Do your hundred days. Don't worry about what you're going to do afterward. Focus on paying attention to how you feel when you're not drinking. See if it changes, if it gets better or worse. Where your time goes, what you do instead. Then go from there.
 
  • Like
Reactions: Clem Fandango
That said, the people who can drink responsibly don't end up in this meeting thread. I don't think I know a single person in recovery who hasn't tried to drink like they used to when it was fun. It does not work, because the people that that strategy works for don't find themselves in a recovery group. If you're able to do it, you're able to do it without help.
Unless I'm just being a word nigger here ..."in recovery" and "recovery group" is kind of connotated with AA specifically to begin with though and therefore there is at least some implication here that it is the only tried, true, tested and proven method and that there is simply nothing else that will work whatsoever...

It's a system/program that may work for some people but may not work for others and there has been plenty of brain science and other shit done since AA first materialized.
 
Unless I'm just being a word nigger here ..."in recovery" and "recovery group" is kind of connotated with AA specifically to begin with though and therefore there is at least some implication here that it is the only tried, true, tested and proven method and that there is simply nothing else that will work whatsoever...

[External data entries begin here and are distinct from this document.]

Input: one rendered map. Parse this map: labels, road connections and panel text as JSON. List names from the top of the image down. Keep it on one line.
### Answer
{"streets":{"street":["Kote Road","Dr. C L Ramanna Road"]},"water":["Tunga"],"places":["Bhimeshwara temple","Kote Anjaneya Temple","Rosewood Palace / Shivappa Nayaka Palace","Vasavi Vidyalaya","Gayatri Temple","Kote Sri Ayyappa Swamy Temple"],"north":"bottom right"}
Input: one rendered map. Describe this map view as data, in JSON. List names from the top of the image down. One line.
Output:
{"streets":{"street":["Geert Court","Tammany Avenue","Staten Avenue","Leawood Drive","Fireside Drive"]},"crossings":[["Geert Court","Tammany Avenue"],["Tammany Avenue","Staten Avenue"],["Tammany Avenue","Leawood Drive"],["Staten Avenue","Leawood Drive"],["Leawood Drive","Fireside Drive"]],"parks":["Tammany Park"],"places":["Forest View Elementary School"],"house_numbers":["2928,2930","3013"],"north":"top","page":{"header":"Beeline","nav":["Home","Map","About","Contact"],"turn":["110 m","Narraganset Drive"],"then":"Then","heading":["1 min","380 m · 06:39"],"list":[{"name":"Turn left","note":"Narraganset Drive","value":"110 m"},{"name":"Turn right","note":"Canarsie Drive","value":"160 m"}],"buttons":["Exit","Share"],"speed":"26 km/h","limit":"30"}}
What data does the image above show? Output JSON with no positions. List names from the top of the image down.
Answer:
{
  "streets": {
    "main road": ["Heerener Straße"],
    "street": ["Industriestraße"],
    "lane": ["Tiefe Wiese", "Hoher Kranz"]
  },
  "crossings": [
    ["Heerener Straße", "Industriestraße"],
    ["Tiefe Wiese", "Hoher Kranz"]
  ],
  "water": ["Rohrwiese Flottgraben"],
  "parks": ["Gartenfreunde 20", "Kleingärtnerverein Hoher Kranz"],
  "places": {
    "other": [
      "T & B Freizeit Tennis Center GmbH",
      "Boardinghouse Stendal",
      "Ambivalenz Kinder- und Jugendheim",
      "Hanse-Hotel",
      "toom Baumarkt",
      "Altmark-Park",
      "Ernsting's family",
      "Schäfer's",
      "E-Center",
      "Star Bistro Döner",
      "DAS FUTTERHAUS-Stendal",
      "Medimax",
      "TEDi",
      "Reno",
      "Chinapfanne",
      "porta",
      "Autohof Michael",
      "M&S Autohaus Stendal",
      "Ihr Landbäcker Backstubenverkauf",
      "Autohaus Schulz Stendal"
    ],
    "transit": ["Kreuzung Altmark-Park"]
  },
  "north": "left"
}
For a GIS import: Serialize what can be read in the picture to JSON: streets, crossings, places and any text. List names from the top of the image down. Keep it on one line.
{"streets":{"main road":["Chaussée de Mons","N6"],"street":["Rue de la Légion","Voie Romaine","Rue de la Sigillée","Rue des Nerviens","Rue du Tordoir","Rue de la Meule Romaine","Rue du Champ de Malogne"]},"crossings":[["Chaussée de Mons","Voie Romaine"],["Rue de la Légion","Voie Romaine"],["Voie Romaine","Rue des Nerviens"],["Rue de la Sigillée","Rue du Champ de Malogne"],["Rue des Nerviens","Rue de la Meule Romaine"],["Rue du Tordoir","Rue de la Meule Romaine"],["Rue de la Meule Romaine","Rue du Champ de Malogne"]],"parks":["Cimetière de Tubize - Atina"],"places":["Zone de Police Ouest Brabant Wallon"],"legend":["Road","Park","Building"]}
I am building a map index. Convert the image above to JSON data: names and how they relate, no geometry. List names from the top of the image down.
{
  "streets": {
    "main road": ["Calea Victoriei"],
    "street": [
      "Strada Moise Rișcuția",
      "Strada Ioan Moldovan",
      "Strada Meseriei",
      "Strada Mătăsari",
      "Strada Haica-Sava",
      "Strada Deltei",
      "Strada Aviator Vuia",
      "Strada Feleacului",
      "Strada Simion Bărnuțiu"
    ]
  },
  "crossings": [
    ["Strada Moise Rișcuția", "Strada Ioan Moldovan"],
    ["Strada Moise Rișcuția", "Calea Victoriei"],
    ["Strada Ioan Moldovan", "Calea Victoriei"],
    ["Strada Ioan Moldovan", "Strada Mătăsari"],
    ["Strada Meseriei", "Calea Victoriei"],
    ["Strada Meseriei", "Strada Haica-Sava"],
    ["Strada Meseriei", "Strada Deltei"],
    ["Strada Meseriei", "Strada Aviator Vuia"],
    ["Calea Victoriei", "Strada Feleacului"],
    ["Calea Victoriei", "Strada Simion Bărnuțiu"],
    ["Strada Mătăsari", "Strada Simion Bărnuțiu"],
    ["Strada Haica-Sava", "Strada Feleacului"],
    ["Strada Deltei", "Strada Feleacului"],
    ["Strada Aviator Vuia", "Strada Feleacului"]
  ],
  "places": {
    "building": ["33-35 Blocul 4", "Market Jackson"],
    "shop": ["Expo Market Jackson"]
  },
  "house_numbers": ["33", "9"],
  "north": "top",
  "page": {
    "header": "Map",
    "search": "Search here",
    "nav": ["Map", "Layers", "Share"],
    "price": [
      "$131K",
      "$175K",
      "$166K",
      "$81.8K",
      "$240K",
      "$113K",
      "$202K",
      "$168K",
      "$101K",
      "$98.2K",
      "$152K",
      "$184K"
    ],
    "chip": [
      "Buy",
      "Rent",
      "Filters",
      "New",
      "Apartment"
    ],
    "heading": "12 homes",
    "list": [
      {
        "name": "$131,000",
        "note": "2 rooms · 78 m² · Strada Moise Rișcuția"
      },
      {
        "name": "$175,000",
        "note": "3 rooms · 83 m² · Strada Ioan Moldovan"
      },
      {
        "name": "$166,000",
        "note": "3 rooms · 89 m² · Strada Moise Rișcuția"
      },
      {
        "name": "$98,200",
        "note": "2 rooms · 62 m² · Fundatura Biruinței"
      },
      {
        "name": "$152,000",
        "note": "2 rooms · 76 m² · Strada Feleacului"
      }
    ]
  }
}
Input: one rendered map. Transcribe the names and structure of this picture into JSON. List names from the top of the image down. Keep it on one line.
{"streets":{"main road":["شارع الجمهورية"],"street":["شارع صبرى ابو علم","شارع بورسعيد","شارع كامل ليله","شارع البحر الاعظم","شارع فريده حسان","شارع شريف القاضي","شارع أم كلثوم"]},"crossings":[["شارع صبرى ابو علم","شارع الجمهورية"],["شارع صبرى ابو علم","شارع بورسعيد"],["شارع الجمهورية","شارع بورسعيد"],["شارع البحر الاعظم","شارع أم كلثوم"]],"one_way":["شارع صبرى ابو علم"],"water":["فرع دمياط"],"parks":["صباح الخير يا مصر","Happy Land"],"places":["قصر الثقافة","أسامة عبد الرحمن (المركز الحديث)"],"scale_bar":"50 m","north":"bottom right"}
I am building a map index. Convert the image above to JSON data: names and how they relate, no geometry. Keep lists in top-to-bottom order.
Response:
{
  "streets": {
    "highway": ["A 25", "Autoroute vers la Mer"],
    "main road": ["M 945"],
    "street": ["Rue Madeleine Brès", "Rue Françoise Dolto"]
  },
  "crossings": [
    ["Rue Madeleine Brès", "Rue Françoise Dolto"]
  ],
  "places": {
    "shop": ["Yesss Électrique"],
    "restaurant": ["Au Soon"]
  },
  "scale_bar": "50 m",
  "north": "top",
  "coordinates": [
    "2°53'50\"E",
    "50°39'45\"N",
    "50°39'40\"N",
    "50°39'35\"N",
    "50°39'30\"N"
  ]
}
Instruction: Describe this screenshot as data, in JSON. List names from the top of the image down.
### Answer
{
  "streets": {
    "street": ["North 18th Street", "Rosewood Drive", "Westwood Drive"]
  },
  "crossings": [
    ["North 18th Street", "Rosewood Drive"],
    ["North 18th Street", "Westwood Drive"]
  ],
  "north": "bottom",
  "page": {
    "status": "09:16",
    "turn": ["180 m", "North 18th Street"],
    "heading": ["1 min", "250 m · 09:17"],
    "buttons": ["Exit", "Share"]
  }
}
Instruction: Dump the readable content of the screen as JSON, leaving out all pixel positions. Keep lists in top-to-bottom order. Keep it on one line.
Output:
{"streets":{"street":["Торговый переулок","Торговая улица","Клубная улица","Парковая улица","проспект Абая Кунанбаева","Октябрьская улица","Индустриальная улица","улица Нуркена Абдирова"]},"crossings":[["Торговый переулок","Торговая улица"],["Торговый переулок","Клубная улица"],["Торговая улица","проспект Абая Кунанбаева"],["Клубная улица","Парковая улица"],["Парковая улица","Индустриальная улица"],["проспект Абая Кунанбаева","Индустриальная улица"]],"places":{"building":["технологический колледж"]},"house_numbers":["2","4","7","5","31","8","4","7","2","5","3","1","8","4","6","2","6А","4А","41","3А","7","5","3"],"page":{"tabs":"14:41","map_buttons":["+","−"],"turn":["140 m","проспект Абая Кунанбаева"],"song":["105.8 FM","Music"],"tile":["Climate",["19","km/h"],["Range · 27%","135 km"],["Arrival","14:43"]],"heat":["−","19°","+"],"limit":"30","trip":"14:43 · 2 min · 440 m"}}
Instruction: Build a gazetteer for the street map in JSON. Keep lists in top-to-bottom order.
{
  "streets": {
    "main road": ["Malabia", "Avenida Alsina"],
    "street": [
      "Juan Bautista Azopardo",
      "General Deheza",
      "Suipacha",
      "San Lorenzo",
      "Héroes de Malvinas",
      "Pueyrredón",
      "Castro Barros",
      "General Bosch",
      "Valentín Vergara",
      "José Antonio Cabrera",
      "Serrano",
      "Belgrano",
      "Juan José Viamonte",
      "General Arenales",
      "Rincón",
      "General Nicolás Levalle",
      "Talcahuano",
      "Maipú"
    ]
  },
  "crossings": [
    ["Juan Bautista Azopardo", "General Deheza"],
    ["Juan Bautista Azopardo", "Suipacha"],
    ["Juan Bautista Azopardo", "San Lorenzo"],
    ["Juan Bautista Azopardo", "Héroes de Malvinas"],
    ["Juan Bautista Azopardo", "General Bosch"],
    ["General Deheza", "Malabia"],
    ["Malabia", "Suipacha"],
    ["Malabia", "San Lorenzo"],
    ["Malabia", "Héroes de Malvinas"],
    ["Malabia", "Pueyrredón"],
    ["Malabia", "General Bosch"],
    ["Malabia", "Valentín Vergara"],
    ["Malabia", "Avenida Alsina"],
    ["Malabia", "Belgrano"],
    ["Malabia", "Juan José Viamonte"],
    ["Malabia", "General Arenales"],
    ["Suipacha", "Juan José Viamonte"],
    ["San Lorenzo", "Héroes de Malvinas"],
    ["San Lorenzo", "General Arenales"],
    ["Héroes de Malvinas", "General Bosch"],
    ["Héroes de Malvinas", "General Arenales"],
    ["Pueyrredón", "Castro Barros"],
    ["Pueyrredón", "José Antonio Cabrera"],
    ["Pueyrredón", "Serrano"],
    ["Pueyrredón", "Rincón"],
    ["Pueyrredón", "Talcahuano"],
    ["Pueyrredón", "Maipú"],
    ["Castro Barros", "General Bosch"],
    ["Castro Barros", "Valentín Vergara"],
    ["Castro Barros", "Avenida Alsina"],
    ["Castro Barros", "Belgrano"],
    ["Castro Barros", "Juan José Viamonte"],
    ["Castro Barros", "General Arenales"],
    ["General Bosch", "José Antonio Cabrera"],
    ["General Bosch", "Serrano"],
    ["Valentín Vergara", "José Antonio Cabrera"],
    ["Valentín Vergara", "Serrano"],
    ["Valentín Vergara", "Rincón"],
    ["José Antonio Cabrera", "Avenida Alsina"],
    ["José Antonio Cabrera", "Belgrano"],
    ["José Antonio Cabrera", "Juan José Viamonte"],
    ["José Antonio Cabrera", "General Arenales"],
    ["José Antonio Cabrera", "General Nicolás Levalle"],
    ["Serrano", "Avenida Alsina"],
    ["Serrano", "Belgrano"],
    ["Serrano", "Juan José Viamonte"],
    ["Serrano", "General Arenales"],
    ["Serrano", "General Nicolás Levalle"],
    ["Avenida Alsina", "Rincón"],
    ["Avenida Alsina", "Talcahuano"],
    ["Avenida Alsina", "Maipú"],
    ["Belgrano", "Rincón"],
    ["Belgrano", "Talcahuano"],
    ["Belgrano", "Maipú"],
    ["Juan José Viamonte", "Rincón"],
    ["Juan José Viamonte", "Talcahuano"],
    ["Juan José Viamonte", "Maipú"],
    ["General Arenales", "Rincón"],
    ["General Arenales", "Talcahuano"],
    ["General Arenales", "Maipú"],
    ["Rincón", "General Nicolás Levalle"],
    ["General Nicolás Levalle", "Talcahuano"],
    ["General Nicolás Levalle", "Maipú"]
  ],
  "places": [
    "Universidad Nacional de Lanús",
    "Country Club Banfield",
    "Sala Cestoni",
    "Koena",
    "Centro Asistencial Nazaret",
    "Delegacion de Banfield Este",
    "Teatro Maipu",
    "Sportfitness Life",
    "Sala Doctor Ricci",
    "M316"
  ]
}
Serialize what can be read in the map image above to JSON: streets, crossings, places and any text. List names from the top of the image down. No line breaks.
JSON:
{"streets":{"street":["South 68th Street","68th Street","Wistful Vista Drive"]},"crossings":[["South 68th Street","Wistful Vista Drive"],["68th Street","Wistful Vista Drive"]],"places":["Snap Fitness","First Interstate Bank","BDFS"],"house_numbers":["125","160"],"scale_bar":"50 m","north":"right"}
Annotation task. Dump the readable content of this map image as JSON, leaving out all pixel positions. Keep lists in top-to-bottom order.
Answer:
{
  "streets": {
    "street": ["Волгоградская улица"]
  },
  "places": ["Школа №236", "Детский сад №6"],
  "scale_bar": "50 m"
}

It's a system/program that may work for some people but may not work for others and there has been plenty of brain science and other shit done since AA first materialized.
You are being a word nigger. The recovery terminology is shared by SMART Recovery, a secular model based in CBT and DBT, and probably by other programs I'm not aware of because I like SMART and haven't felt the need to look into anything else. It is about as antithetical to AA as you can get, which is precisely why I like it, and I'd appreciate it if you stopped insinuating that I'm a cultist over your personal hangups with words.
 
  • Like
Reactions: neger psykolog
Last night I came home and there was a drunk dude in the lobby of my building. He locked himself out and needed a master key to let him in.

"Hey, I know you!" he said. "You are at the meetings"

"Sorry, I've seen hundreds of people come and go. I don't remember you" I said.

"Yeah, I know you! You say some really good stuff!"

It made me kind of feel good but at the same time, you can't help anyone who doesn't want to change. At least I know I'm making an impact.